Cellular metabolism is key to regulating the development and function of innate immune cells including macrophages. The laboratory of Dr. Ip combines genetic, biochemical and cell biological approaches to investigate the metabolic regulation of macrophage functional polarization from both cell and tissue biology perspectives.
- Regulation of macrophage function by metabolic transporters. Metabolic reprogramming is controlled by external signals that direct the uptake, storage and utilization of substrates. In macrophages, the substrate uptake largely relies on transporters that move specific substrates across hydrophobic lipid membranes. Dr. Ip's lab is investigating metabolic transporters that are key to regulating the functional polarization of macrophages in response to inflammatory triggers associated with microbial infections.
- Metabolic regulation of intestinal tissue-resident macrophage function. The intestine contains the largest population of macrophages in the body, which is not only a key component of host defense against pathogens but also essential for constant epithelial renewal and the maintenance of mucosal homeostasis in contact with microbiota. Dysregulation of macrophage function in intestinal tissue can lead to uncontrolled tissue inflammation that cause diseases such as inflammatory bowel disease (IBD). Dr. Ip's lab is investigating the cellular metabolism in intestinal tissue-resident macrophages and its impact on mucosal immunity and tissue homeostasis.

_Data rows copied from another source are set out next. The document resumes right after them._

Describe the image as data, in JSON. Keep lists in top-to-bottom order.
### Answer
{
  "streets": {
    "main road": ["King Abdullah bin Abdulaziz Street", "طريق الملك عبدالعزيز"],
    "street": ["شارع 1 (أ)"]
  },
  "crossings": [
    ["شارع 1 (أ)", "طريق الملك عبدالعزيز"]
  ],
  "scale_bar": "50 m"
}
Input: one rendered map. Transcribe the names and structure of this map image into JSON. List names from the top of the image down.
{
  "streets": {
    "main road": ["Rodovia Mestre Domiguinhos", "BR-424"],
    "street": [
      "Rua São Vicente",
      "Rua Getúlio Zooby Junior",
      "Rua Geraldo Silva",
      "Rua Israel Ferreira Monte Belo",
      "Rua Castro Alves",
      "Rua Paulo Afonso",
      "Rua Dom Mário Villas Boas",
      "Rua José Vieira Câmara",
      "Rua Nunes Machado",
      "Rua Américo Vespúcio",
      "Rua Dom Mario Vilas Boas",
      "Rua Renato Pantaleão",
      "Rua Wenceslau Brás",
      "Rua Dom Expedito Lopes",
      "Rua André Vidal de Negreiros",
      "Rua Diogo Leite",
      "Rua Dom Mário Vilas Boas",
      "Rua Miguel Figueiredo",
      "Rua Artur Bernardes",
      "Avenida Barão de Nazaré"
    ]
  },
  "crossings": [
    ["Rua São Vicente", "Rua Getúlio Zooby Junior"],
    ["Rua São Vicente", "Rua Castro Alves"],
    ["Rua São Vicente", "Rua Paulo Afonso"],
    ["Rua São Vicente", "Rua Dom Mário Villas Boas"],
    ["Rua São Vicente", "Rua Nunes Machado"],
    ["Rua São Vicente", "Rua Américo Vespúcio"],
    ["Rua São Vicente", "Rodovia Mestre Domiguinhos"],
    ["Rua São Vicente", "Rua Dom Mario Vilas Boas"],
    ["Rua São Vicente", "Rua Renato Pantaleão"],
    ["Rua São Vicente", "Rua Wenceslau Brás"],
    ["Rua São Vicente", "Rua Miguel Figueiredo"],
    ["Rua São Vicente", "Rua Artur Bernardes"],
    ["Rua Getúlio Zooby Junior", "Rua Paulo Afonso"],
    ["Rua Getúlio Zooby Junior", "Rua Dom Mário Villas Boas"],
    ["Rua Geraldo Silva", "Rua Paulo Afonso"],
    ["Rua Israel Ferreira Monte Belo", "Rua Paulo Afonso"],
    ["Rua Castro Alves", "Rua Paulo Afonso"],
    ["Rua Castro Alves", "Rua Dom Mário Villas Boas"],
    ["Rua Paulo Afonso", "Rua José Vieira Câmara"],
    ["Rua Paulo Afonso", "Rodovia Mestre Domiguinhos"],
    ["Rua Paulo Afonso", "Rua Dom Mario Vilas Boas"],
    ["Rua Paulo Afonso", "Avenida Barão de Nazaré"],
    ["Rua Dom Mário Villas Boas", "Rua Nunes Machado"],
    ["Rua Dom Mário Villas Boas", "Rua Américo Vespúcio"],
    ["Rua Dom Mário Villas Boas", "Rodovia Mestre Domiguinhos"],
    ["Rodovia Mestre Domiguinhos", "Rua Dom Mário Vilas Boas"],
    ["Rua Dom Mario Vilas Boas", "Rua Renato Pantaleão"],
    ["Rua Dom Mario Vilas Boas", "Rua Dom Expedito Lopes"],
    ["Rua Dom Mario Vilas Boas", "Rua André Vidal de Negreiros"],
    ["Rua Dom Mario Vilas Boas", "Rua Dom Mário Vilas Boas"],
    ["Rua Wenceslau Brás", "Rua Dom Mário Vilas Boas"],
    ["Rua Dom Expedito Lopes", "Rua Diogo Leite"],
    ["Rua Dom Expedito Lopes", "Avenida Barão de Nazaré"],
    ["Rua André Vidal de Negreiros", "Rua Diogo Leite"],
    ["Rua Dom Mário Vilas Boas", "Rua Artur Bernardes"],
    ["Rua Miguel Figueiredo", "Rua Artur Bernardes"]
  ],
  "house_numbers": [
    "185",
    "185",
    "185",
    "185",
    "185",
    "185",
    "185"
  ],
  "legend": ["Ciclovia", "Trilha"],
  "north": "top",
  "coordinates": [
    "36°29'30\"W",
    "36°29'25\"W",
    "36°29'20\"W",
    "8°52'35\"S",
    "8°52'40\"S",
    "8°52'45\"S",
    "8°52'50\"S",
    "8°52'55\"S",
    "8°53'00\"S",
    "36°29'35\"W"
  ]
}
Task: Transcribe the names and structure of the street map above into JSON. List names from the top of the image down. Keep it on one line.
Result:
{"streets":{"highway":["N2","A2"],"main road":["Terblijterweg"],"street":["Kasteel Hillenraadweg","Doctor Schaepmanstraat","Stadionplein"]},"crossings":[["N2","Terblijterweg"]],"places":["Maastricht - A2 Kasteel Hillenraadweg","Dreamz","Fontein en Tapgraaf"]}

Significance to patient care
Both infectious and inflammatory diseases are great challenges for public health and represent major burdens on health care resources. Macrophages, the innate immune cells found in all bodily tissues, are critical for the host defense against infectious agents and the maintenance of tissue homeostasis. Dr. Ip's lab is investigating the metabolic regulation of macrophage functions, which will help uncover new molecular targets for treating infectious diseases and diseases involving aberrant tissue inflammation, including IBD.